## Task instructions:
Your task is to copy each line of the records that includes the string "grid".

(Stored items)
- - -

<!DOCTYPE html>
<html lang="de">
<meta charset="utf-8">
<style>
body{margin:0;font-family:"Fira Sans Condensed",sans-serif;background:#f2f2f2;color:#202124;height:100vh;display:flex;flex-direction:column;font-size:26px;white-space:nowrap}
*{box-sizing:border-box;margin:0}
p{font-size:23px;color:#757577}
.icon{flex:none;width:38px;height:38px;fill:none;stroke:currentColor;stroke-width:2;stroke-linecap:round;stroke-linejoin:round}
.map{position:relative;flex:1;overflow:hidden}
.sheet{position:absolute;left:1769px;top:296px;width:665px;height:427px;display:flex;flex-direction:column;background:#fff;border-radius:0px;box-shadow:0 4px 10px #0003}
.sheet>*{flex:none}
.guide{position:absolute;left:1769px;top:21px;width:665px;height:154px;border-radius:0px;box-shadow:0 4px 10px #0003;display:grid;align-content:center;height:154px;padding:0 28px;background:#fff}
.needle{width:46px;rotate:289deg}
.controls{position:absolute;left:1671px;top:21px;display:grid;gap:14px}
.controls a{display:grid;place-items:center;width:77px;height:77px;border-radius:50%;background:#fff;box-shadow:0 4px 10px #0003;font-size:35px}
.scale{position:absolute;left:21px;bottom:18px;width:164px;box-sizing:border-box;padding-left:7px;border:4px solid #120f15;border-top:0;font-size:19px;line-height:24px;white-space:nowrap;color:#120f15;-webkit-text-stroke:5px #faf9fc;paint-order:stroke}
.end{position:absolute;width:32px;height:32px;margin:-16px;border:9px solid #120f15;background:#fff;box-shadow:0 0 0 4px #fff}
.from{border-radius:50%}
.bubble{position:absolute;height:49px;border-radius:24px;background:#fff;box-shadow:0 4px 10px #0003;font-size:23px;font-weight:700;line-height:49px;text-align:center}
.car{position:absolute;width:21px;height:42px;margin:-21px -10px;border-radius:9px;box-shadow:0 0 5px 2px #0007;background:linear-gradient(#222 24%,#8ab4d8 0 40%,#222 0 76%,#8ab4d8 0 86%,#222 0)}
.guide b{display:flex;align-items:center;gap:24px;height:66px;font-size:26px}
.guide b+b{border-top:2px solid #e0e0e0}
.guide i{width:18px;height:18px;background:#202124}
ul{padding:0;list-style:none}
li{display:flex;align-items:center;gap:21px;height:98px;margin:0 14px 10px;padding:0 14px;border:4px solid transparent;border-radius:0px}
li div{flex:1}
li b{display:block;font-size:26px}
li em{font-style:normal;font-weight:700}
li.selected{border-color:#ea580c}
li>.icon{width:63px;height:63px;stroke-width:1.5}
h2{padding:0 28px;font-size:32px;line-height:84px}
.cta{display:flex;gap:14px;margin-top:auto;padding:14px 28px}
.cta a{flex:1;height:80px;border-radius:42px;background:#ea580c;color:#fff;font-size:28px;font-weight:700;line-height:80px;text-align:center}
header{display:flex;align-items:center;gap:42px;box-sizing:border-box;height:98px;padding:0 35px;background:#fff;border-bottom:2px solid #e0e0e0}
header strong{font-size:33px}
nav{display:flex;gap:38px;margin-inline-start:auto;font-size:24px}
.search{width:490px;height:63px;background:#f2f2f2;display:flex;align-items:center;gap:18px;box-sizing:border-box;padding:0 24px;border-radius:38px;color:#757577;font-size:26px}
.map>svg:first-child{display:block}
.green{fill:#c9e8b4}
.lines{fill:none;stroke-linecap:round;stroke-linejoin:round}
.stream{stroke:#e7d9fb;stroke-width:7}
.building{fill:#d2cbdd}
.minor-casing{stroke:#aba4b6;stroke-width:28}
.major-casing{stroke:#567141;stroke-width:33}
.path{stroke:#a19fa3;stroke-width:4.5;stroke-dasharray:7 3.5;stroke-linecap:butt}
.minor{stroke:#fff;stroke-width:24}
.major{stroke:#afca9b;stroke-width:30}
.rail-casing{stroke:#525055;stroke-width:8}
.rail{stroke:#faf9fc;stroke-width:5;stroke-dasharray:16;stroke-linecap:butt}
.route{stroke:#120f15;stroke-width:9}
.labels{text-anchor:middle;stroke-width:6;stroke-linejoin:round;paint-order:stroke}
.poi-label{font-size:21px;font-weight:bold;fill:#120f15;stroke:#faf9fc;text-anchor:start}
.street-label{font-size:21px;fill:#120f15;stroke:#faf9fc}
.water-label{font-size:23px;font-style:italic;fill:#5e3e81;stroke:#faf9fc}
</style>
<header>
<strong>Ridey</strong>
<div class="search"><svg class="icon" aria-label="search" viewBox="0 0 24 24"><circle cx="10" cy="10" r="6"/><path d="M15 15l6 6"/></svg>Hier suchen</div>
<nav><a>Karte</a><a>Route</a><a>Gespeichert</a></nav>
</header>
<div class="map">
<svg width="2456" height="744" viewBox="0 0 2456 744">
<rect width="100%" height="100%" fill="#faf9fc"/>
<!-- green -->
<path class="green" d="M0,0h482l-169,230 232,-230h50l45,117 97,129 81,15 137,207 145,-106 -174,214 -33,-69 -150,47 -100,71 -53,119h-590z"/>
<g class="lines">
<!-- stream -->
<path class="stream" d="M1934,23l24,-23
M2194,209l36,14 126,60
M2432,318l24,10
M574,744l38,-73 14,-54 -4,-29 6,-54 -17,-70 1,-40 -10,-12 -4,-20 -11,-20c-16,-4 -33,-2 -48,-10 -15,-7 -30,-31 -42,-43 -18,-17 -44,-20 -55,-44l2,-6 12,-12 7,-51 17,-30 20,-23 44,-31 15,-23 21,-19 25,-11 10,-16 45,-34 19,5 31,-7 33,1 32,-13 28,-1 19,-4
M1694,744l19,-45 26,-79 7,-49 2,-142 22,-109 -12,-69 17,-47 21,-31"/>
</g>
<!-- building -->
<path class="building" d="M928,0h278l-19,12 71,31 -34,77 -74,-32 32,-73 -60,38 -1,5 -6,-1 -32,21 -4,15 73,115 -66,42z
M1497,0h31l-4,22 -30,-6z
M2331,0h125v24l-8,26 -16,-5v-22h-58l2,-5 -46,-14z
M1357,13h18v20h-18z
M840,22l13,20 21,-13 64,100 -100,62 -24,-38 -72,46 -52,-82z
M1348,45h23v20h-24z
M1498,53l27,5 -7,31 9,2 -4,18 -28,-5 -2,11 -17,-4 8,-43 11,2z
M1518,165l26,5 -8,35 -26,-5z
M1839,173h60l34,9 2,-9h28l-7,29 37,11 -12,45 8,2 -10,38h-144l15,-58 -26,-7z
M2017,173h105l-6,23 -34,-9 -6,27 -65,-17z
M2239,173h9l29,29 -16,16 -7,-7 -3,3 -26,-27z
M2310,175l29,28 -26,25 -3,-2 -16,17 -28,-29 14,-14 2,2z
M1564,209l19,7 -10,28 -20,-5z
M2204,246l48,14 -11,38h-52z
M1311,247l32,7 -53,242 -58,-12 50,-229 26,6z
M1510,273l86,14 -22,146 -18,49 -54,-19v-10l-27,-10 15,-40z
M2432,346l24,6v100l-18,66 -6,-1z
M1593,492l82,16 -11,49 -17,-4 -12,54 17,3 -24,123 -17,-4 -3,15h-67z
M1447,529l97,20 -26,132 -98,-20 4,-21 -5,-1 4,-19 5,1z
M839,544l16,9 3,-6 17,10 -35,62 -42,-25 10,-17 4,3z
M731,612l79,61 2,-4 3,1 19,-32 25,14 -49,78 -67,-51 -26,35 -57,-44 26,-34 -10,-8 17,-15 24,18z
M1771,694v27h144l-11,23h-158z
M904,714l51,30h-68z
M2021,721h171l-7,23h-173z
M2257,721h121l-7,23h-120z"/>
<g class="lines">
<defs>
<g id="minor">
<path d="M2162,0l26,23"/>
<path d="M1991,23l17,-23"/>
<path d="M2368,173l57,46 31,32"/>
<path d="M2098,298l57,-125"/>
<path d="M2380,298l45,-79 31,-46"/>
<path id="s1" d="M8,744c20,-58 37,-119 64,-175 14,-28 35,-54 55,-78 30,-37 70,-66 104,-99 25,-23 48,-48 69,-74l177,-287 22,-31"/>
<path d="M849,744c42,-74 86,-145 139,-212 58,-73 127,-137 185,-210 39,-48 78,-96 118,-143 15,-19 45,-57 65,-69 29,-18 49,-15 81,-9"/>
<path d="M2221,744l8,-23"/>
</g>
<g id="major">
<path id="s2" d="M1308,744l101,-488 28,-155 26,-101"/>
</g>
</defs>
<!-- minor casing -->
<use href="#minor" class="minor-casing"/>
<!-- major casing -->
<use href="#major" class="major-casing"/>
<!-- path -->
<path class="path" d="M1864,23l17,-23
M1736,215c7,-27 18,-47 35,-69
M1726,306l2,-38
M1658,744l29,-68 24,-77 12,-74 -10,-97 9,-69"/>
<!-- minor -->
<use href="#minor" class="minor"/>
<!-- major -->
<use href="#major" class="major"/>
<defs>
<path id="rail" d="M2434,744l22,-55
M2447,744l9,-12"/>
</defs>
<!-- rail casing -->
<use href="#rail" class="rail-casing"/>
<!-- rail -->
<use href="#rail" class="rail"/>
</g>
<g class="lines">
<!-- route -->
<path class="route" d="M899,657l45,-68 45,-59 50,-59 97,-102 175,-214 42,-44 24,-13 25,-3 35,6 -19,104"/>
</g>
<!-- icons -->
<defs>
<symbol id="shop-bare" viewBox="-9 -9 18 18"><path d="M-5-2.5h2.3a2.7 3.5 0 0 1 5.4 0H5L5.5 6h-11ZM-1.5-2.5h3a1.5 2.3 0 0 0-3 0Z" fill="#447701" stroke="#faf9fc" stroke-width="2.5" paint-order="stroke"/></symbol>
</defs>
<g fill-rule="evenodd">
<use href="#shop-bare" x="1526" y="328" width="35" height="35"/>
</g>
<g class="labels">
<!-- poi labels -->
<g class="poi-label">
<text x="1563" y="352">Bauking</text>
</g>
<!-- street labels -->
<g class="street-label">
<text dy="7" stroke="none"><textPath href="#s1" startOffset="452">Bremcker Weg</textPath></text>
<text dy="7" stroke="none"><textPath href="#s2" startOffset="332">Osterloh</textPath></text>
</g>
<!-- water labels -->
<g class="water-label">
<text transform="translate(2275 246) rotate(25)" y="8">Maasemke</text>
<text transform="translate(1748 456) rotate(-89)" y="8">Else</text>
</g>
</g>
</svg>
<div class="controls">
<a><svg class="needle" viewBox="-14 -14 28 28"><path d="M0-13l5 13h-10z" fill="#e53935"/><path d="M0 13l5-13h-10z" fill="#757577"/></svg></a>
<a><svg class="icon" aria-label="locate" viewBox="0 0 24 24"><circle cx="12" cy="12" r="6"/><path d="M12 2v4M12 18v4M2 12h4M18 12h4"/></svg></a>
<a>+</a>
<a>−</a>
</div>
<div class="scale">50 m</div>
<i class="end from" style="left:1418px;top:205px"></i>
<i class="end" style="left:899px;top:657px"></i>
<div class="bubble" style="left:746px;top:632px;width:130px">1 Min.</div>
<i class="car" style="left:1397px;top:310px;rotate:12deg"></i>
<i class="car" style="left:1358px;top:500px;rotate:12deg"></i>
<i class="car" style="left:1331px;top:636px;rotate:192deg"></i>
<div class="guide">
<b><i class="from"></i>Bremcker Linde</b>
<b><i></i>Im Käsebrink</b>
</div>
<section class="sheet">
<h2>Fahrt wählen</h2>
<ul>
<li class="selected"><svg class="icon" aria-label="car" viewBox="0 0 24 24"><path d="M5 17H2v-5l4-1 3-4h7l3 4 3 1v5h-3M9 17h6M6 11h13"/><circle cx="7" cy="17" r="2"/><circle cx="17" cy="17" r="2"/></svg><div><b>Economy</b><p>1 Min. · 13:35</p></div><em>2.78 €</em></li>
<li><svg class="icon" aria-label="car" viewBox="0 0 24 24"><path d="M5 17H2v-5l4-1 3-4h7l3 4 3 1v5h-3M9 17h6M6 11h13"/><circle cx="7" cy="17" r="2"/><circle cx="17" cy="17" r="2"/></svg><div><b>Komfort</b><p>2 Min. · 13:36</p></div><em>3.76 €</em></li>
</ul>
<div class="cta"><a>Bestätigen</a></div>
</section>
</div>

- - -

## Answer to this exercise:
.guide{position:absolute;left:1769px;top:21px;width:665px;height:154px;border-radius:0px;box-shadow:0 4px 10px #0003;display:grid;align-content:center;height:154px;padding:0 28px;background:#fff}
.controls{position:absolute;left:1671px;top:21px;display:grid;gap:14px}
.controls a{display:grid;place-items:center;width:77px;height:77px;border-radius:50%;background:#fff;box-shadow:0 4px 10px #0003;font-size:35px}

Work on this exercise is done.